Их величество лицедеи!

    И вот он — Цезарь. В тоге, с венком на лысеющей голове. Со взглядом мудрым и усталым.
    — Salve Caesar! Да здравствует Цезарь!
    Он опускает руку: достаточно! Разумный правитель обязан беречь эмоции подданных. Нельзя допустить, чтобы народ растратил себя в славословиях. Тогда кто же будет строить дороги и акведуки, выращивать хлеб и виноград?
    — Salve Caesar!
    — Да, да, конечно! — буднично произносит Цезарь. — У нас с тобой взаимная любовь, великий римский народ!
    Он исчерпал земную власть и славу. Ни новые победы, ни еще более щедрые подарки ничего не прибавят к имени Цезаря.

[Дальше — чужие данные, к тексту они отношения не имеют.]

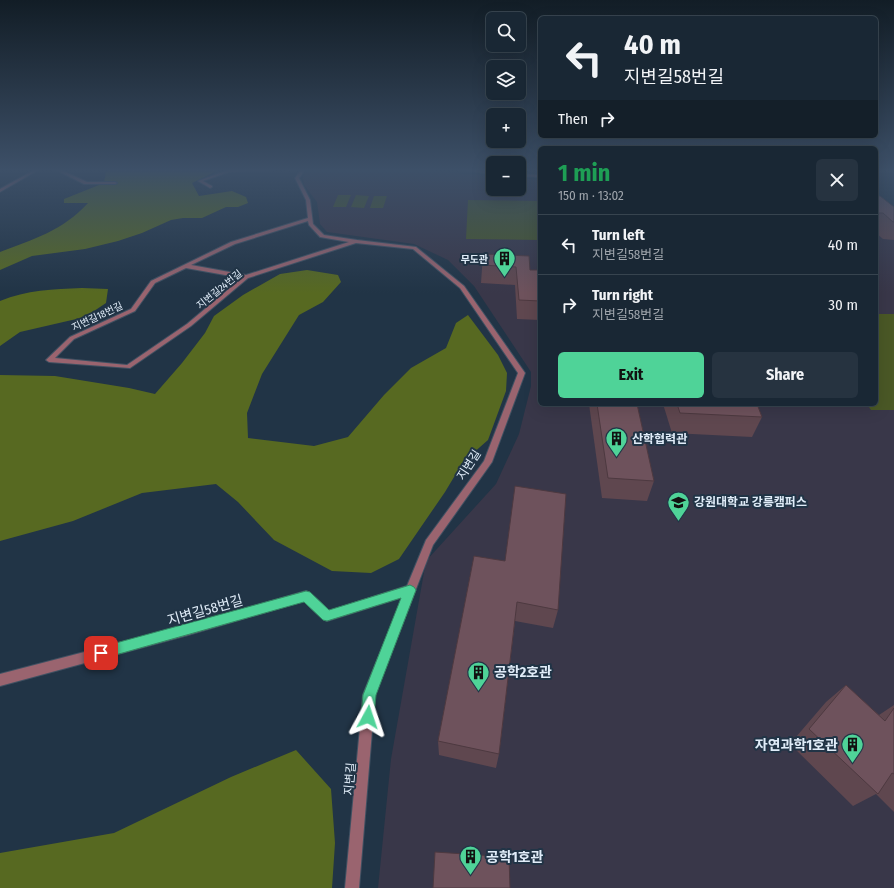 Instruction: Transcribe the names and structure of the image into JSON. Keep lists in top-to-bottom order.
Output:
{
  "streets": {
    "street": [
      "지변길24번길",
      "지변길18번길",
      "지변길",
      "지변길58번길"
    ]
  },
  "crossings": [
    ["지변길24번길", "지변길18번길"],
    ["지변길24번길", "지변길"],
    ["지변길18번길", "지변길"],
    ["지변길", "지변길58번길"]
  ],
  "places": {
    "building": [
      "무도관",
      "산학협력관",
      "공학2호관",
      "자연과학1호관",
      "공학1호관"
    ],
    "school or university": ["강원대학교 강릉캠퍼스"]
  },
  "page": {
    "map_buttons": ["+", "−"],
    "turn": ["40 m", "지변길58번길"],
    "then": "Then",
    "heading": ["1 min", "150 m · 13:02"],
    "list": [
      {
        "name": "Turn left",
        "note": "지변길58번길",
        "value": "40 m"
      },
      {
        "name": "Turn right",
        "note": "지변길58번길",
        "value": "30 m"
      }
    ],
    "buttons": ["Exit", "Share"]
  }
} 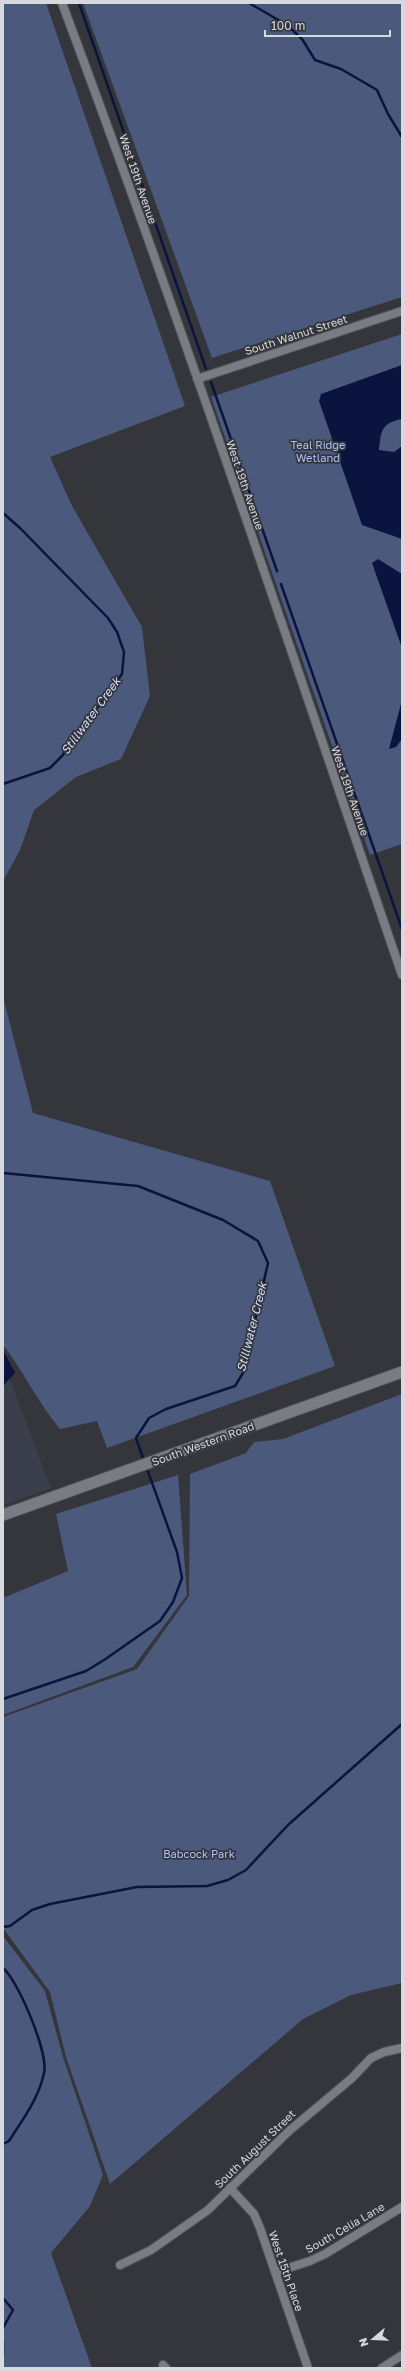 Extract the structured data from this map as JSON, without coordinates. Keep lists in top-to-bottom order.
{
  "streets": {
    "main road": ["South Western Road"],
    "street": [
      "West 19th Avenue",
      "South Walnut Street",
      "South August Street",
      "South Celia Lane",
      "West 15th Place"
    ]
  },
  "crossings": [
    ["West 19th Avenue", "South Walnut Street"],
    ["South August Street", "West 15th Place"],
    ["South Celia Lane", "West 15th Place"]
  ],
  "water": ["Stillwater Creek"],
  "parks": ["Teal Ridge Wetland", "Babcock Park"],
  "scale_bar": "100 m",
  "north": "left"
} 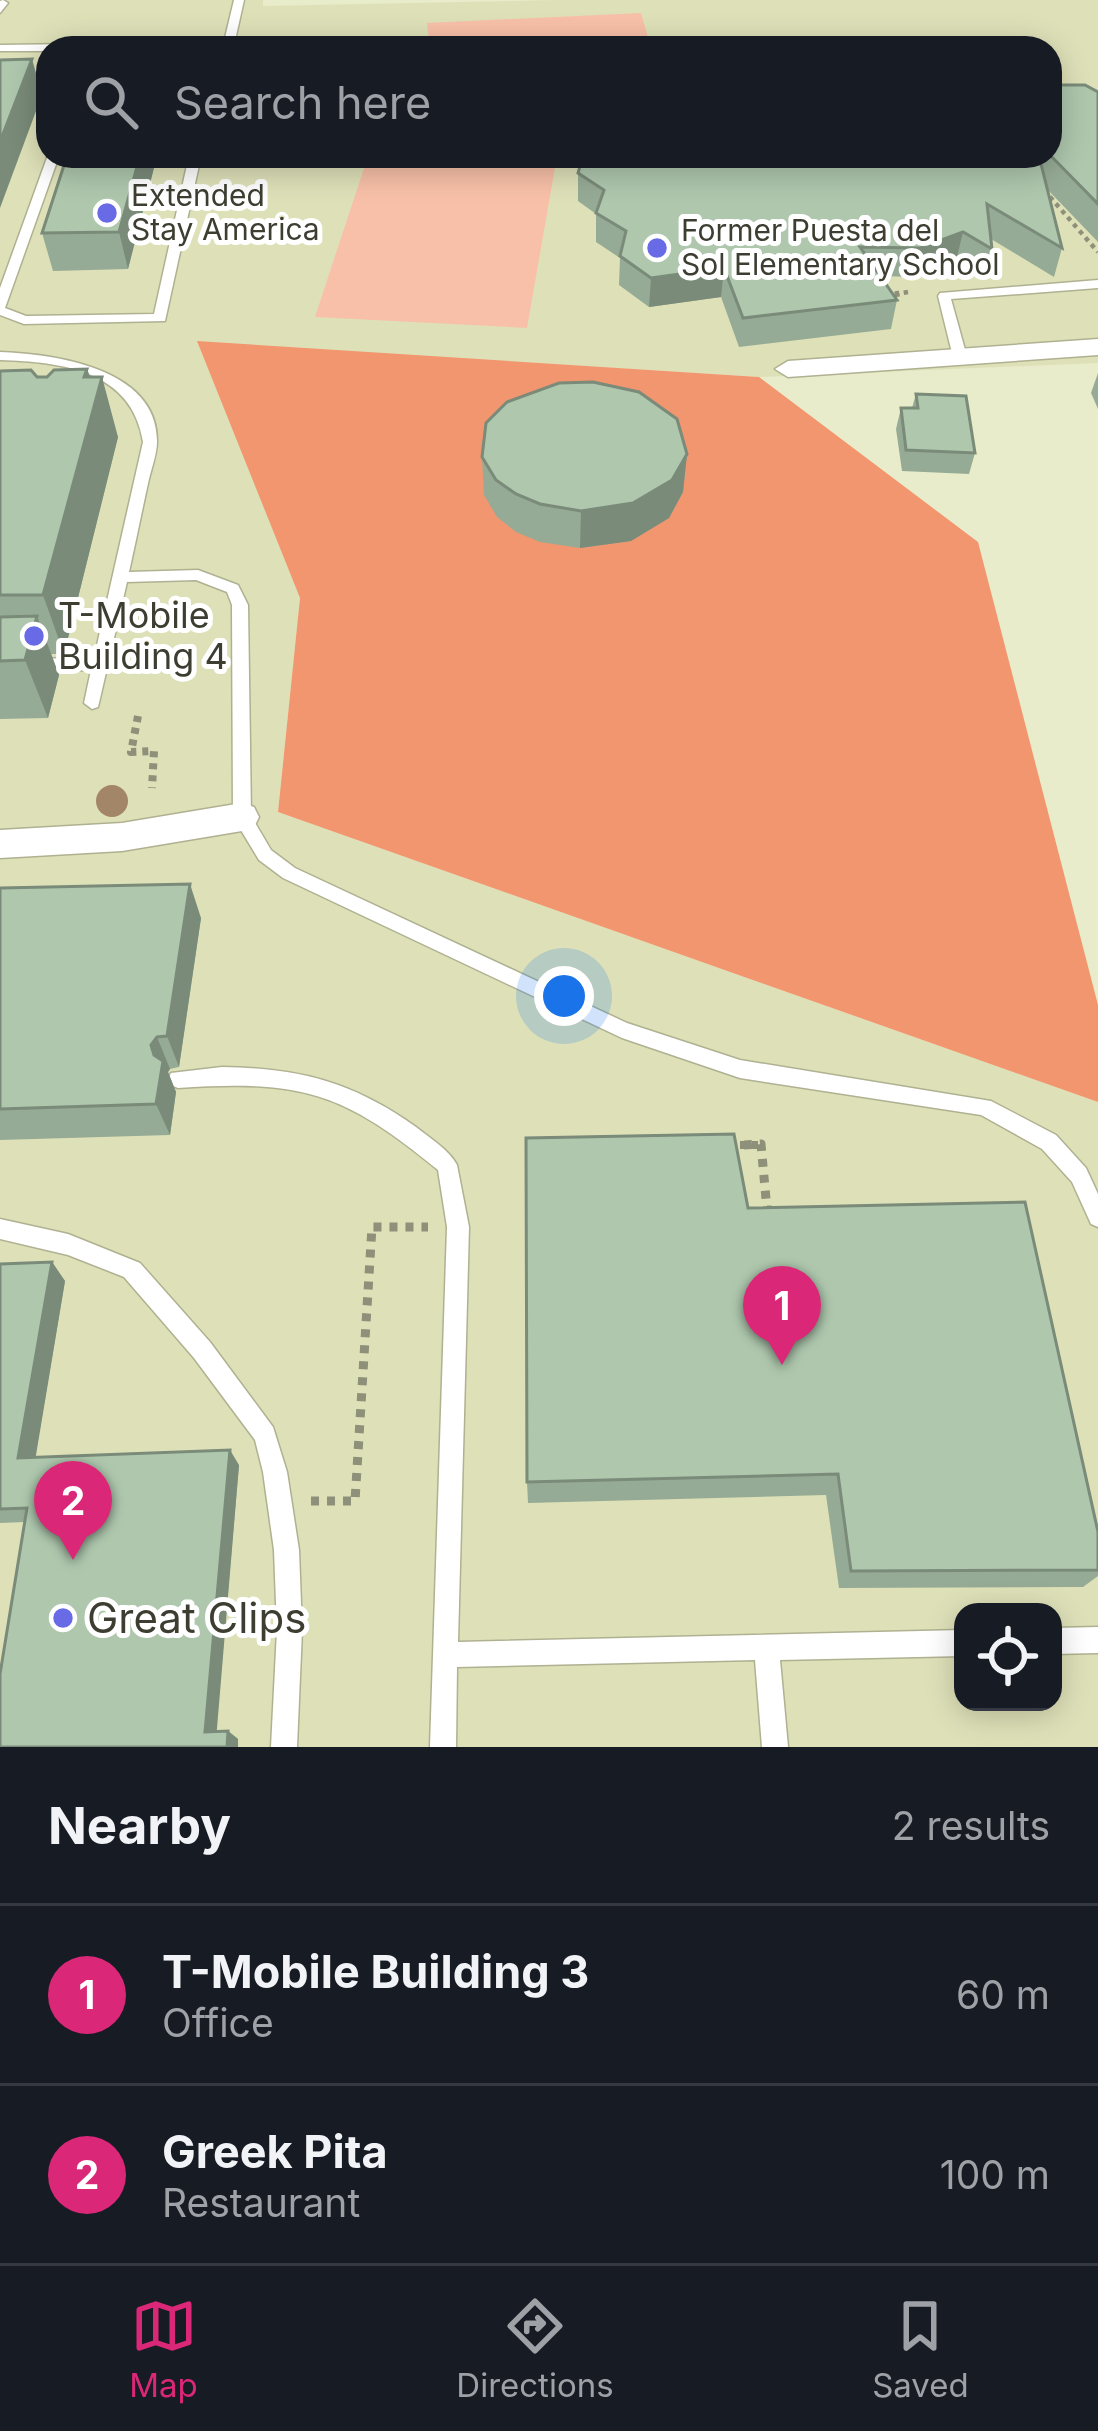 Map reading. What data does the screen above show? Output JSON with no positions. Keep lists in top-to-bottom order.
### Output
{
  "places": [
    "Extended Stay America",
    "Former Puesta del Sol Elementary School",
    "T-Mobile Building 4",
    "Great Clips"
  ],
  "page": {
    "search": "Search here",
    "pins": ["1", "2"],
    "heading": ["Nearby", "2 results"],
    "list": [
      {
        "mark": "1",
        "name": "T-Mobile Building 3",
        "note": "Office",
        "value": "60 m"
      },
      {
        "mark": "2",
        "name": "Greek Pita",
        "note": "Restaurant",
        "value": "100 m"
      }
    ],
    "nav": ["Map", "Directions", "Saved"]
  }
} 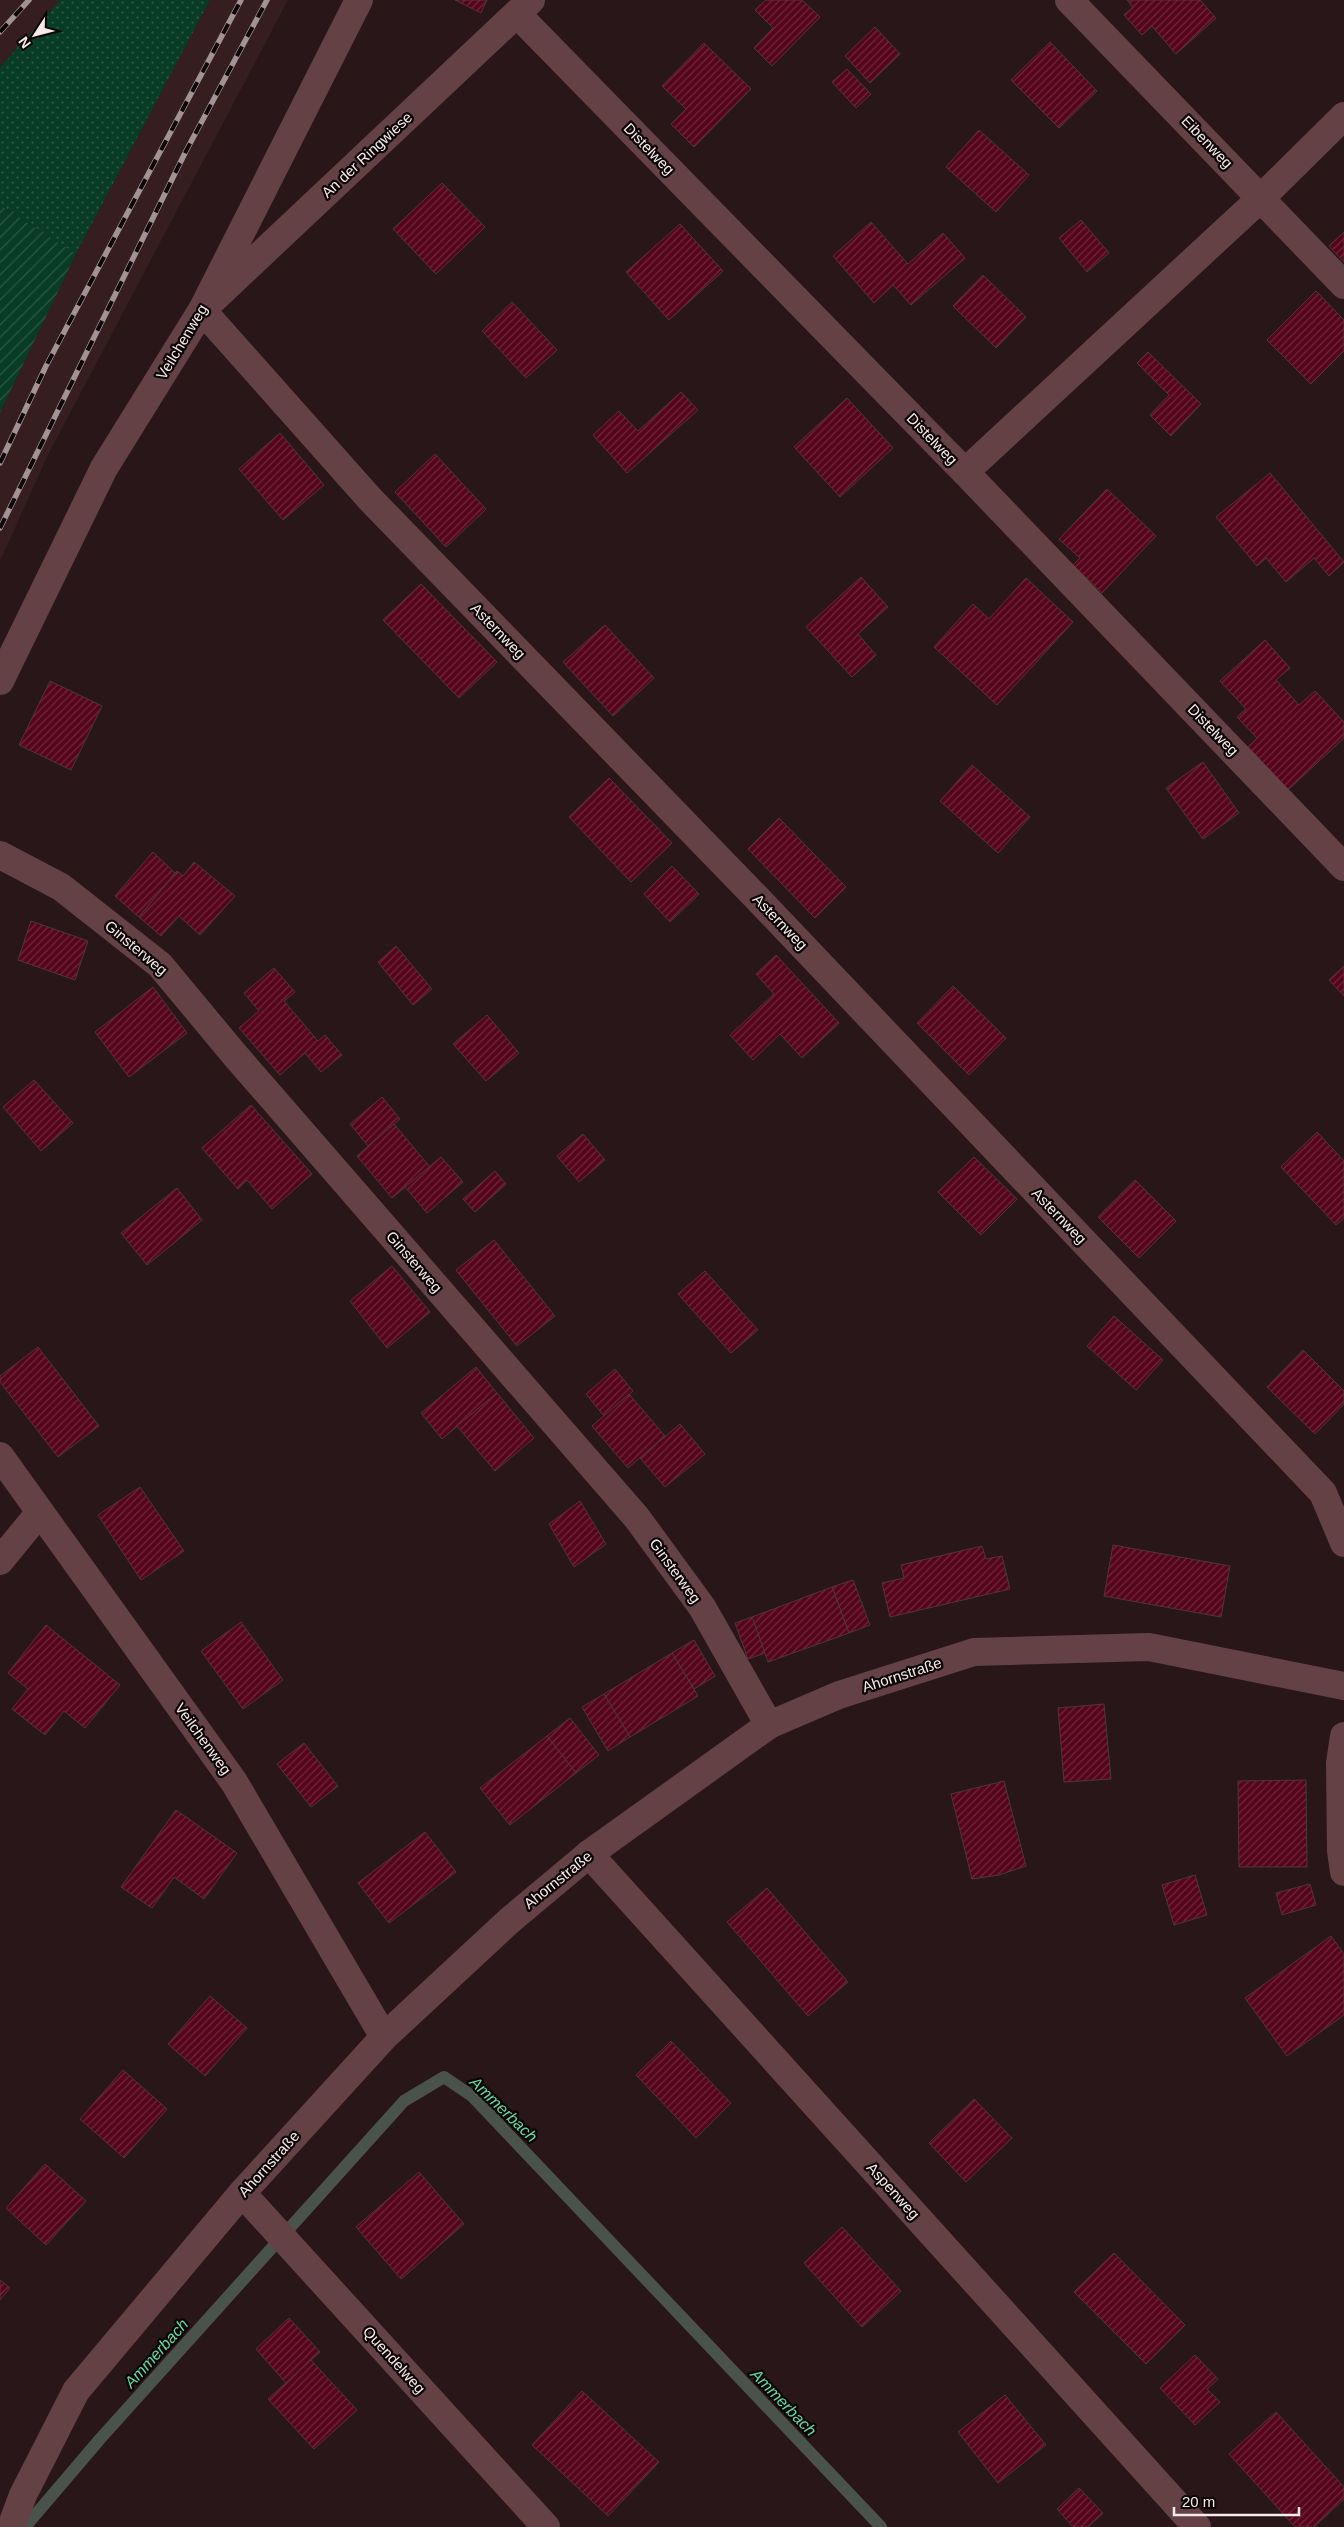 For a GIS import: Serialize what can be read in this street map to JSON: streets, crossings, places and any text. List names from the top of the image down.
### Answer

    — Salve Caesar! Vivat!
    Кто посмеет не отдать должное Цезарю, первому из людей сумевшему стать богом? Впрочем, подлинные боги уже от рождения бессмертны. Куда труднее добиться бессмертия земному человеку. И — слава удачливому и дерзающему! Впрочем, понаблюдайте за действием. Заговорщики окружают Цезаря. Среди них те, кому Цезарь верил больше других. Кто не только не должен был поднимать на него руку, но и обязан был защищать от любых покушений.
    — И ты, о Брут мой?
    — Во имя великого римского народа!
    — Неужели и ты поднял на меня меч?
    — Во имя республики! Смерть тирану!
    — Ты стал бы моим преемником!
    — Vivat Caeser! И умри!
    Цезарь закрывает голову тогой, падает на пол. Нет, Цезарь был не богом, а обычным человеком, хоть и с бесстрашной душой. Но вот беда — великая душа эта была заключена в хрупкую оболочку, что, если хотите, несправедливо, обидно и нелепо.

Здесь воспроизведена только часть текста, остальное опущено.